> What you need to do:
Please make sure what you return matches the listing below exactly, minus its pictures.

> Records:
··········
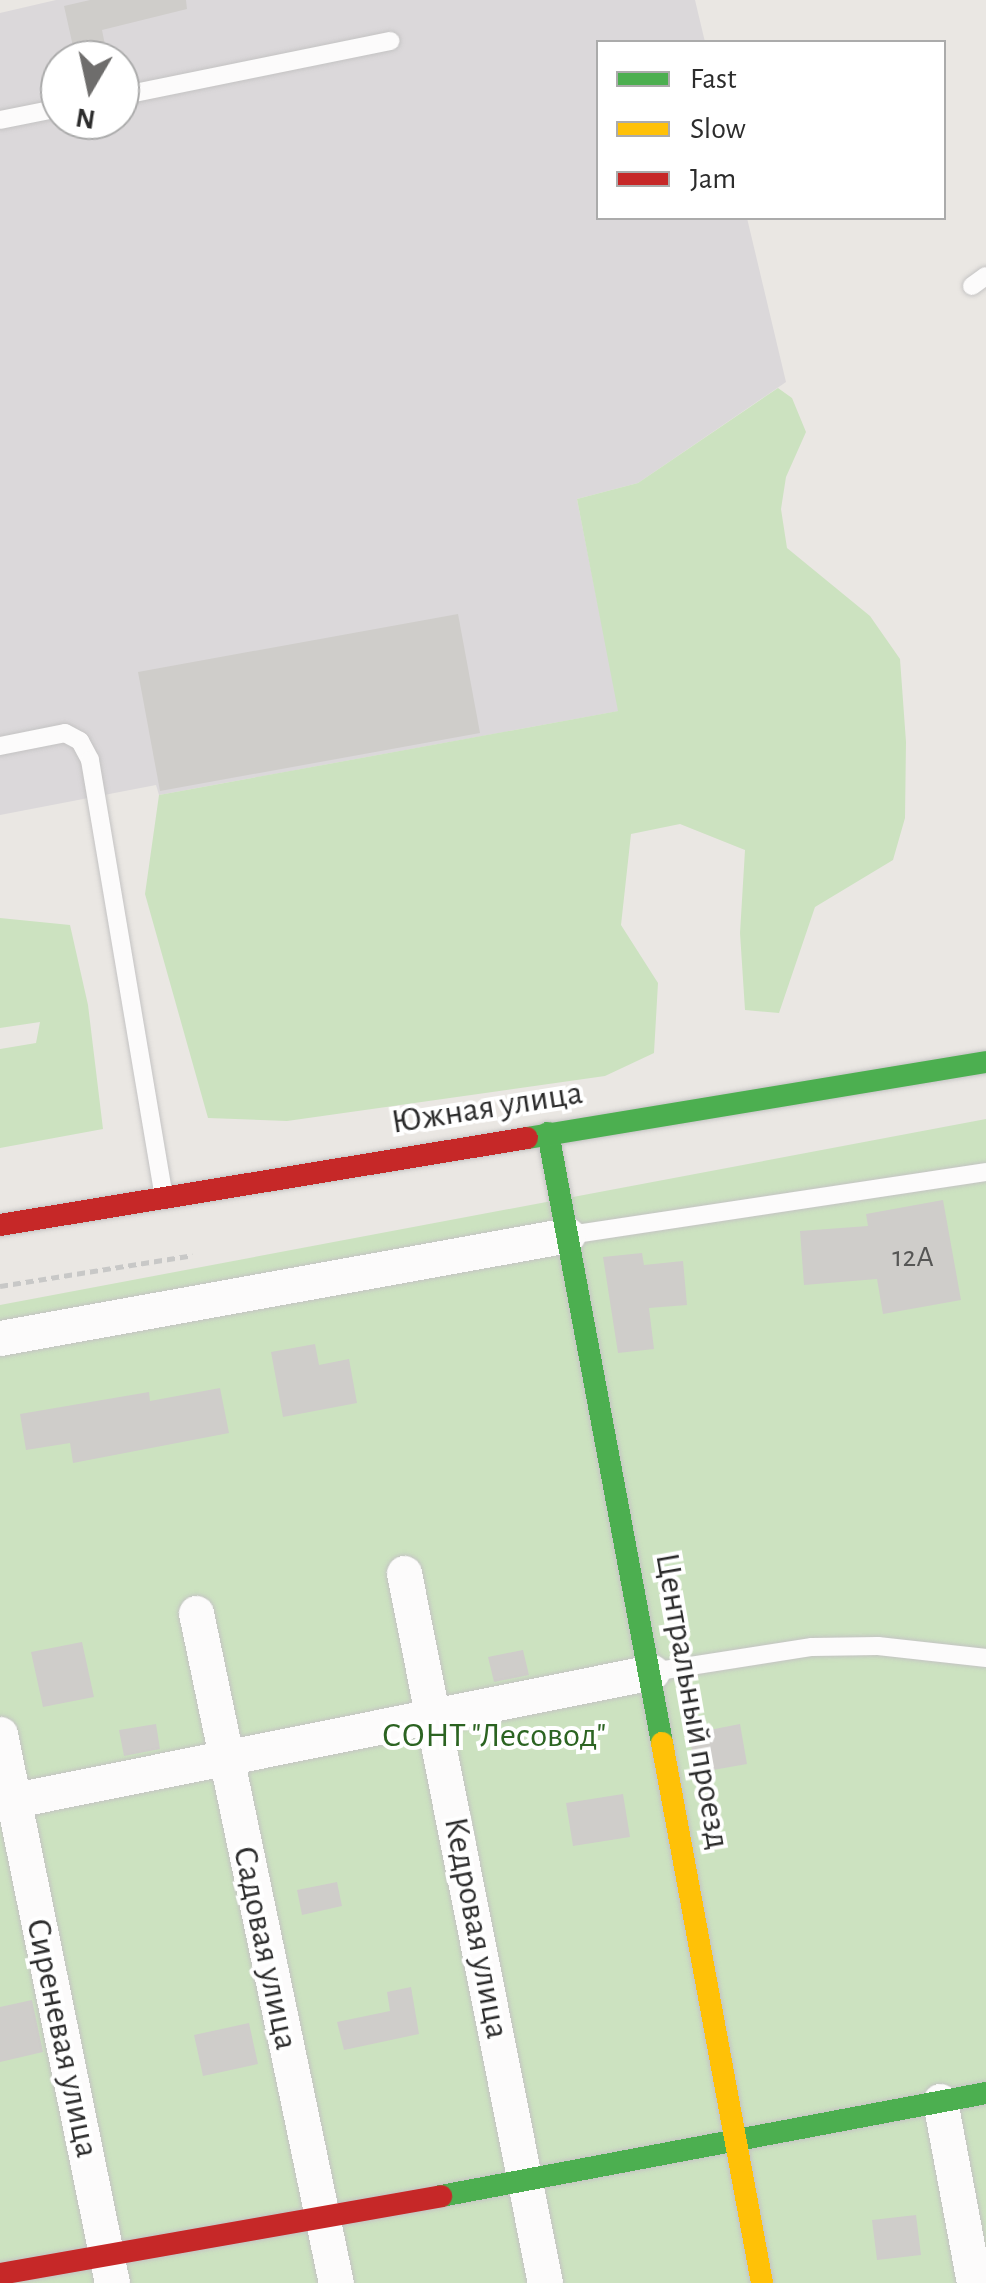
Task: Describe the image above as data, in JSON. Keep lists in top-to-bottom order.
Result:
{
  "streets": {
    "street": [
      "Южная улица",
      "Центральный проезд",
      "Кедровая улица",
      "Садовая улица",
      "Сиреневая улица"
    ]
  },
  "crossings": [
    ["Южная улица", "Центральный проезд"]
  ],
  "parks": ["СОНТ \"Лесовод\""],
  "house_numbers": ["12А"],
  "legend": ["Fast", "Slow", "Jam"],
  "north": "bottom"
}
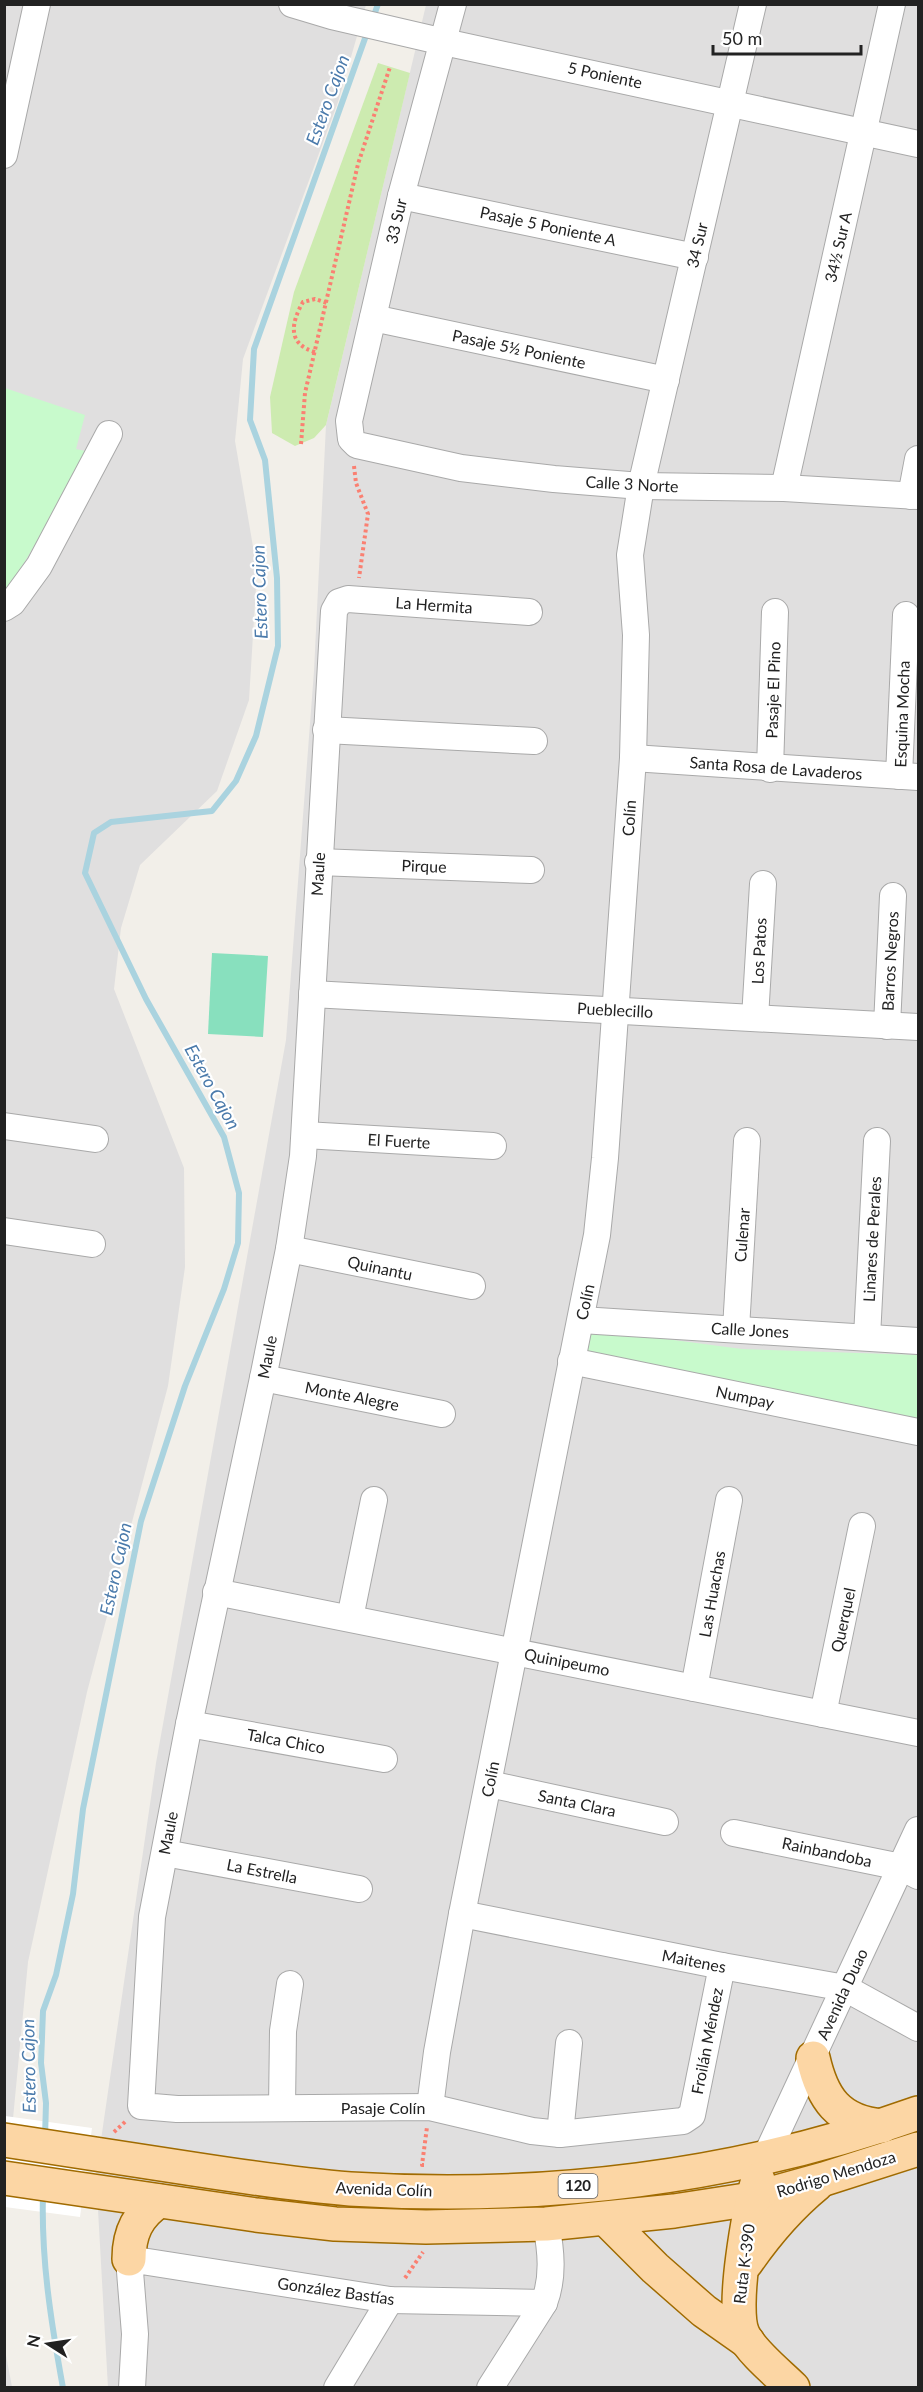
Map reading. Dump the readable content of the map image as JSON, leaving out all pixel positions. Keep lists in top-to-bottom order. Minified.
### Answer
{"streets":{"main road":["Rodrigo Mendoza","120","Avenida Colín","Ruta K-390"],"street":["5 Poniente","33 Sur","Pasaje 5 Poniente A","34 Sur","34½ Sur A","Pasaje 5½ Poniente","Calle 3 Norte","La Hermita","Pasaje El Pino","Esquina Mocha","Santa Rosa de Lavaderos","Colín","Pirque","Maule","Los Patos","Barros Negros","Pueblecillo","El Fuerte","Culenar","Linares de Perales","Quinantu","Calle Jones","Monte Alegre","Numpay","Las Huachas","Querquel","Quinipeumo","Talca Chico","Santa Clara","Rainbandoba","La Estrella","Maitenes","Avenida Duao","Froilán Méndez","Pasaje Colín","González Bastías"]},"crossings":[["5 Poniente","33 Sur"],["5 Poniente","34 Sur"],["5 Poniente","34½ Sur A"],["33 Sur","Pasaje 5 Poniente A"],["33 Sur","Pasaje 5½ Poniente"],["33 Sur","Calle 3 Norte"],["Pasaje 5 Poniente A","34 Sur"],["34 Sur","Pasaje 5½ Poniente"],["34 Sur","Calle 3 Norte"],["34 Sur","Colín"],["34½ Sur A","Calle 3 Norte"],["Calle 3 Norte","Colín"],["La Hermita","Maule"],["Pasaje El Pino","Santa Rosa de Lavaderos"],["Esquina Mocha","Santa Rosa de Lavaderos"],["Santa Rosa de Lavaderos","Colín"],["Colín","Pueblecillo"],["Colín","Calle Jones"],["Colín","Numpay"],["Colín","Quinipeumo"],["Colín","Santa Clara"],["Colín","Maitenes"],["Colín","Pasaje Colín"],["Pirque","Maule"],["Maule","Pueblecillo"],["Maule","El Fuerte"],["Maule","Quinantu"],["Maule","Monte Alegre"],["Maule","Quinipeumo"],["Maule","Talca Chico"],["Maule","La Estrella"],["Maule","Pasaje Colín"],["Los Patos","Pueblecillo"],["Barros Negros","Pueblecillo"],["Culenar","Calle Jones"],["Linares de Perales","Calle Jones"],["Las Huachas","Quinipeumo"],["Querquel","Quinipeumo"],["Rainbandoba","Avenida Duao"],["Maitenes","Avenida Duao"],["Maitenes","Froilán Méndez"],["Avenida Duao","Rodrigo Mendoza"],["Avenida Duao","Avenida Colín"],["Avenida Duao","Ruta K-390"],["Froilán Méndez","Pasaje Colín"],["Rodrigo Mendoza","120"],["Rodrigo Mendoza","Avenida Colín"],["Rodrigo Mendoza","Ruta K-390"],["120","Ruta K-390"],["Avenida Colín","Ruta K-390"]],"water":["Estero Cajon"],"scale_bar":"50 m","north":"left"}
··········
> Your solution:
Task: Describe the image above as data, in JSON. Keep lists in top-to-bottom order.
Result:
{
  "streets": {
    "street": [
      "Южная улица",
      "Центральный проезд",
      "Кедровая улица",
      "Садовая улица",
      "Сиреневая улица"
    ]
  },
  "crossings": [
    ["Южная улица", "Центральный проезд"]
  ],
  "parks": ["СОНТ \"Лесовод\""],
  "house_numbers": ["12А"],
  "legend": ["Fast", "Slow", "Jam"],
  "north": "bottom"
}
Map reading. Dump the readable content of the map image as JSON, leaving out all pixel positions. Keep lists in top-to-bottom order. Minified.
### Answer
{"streets":{"main road":["Rodrigo Mendoza","120","Avenida Colín","Ruta K-390"],"street":["5 Poniente","33 Sur","Pasaje 5 Poniente A","34 Sur","34½ Sur A","Pasaje 5½ Poniente","Calle 3 Norte","La Hermita","Pasaje El Pino","Esquina Mocha","Santa Rosa de Lavaderos","Colín","Pirque","Maule","Los Patos","Barros Negros","Pueblecillo","El Fuerte","Culenar","Linares de Perales","Quinantu","Calle Jones","Monte Alegre","Numpay","Las Huachas","Querquel","Quinipeumo","Talca Chico","Santa Clara","Rainbandoba","La Estrella","Maitenes","Avenida Duao","Froilán Méndez","Pasaje Colín","González Bastías"]},"crossings":[["5 Poniente","33 Sur"],["5 Poniente","34 Sur"],["5 Poniente","34½ Sur A"],["33 Sur","Pasaje 5 Poniente A"],["33 Sur","Pasaje 5½ Poniente"],["33 Sur","Calle 3 Norte"],["Pasaje 5 Poniente A","34 Sur"],["34 Sur","Pasaje 5½ Poniente"],["34 Sur","Calle 3 Norte"],["34 Sur","Colín"],["34½ Sur A","Calle 3 Norte"],["Calle 3 Norte","Colín"],["La Hermita","Maule"],["Pasaje El Pino","Santa Rosa de Lavaderos"],["Esquina Mocha","Santa Rosa de Lavaderos"],["Santa Rosa de Lavaderos","Colín"],["Colín","Pueblecillo"],["Colín","Calle Jones"],["Colín","Numpay"],["Colín","Quinipeumo"],["Colín","Santa Clara"],["Colín","Maitenes"],["Colín","Pasaje Colín"],["Pirque","Maule"],["Maule","Pueblecillo"],["Maule","El Fuerte"],["Maule","Quinantu"],["Maule","Monte Alegre"],["Maule","Quinipeumo"],["Maule","Talca Chico"],["Maule","La Estrella"],["Maule","Pasaje Colín"],["Los Patos","Pueblecillo"],["Barros Negros","Pueblecillo"],["Culenar","Calle Jones"],["Linares de Perales","Calle Jones"],["Las Huachas","Quinipeumo"],["Querquel","Quinipeumo"],["Rainbandoba","Avenida Duao"],["Maitenes","Avenida Duao"],["Maitenes","Froilán Méndez"],["Avenida Duao","Rodrigo Mendoza"],["Avenida Duao","Avenida Colín"],["Avenida Duao","Ruta K-390"],["Froilán Méndez","Pasaje Colín"],["Rodrigo Mendoza","120"],["Rodrigo Mendoza","Avenida Colín"],["Rodrigo Mendoza","Ruta K-390"],["120","Ruta K-390"],["Avenida Colín","Ruta K-390"]],"water":["Estero Cajon"],"scale_bar":"50 m","north":"left"}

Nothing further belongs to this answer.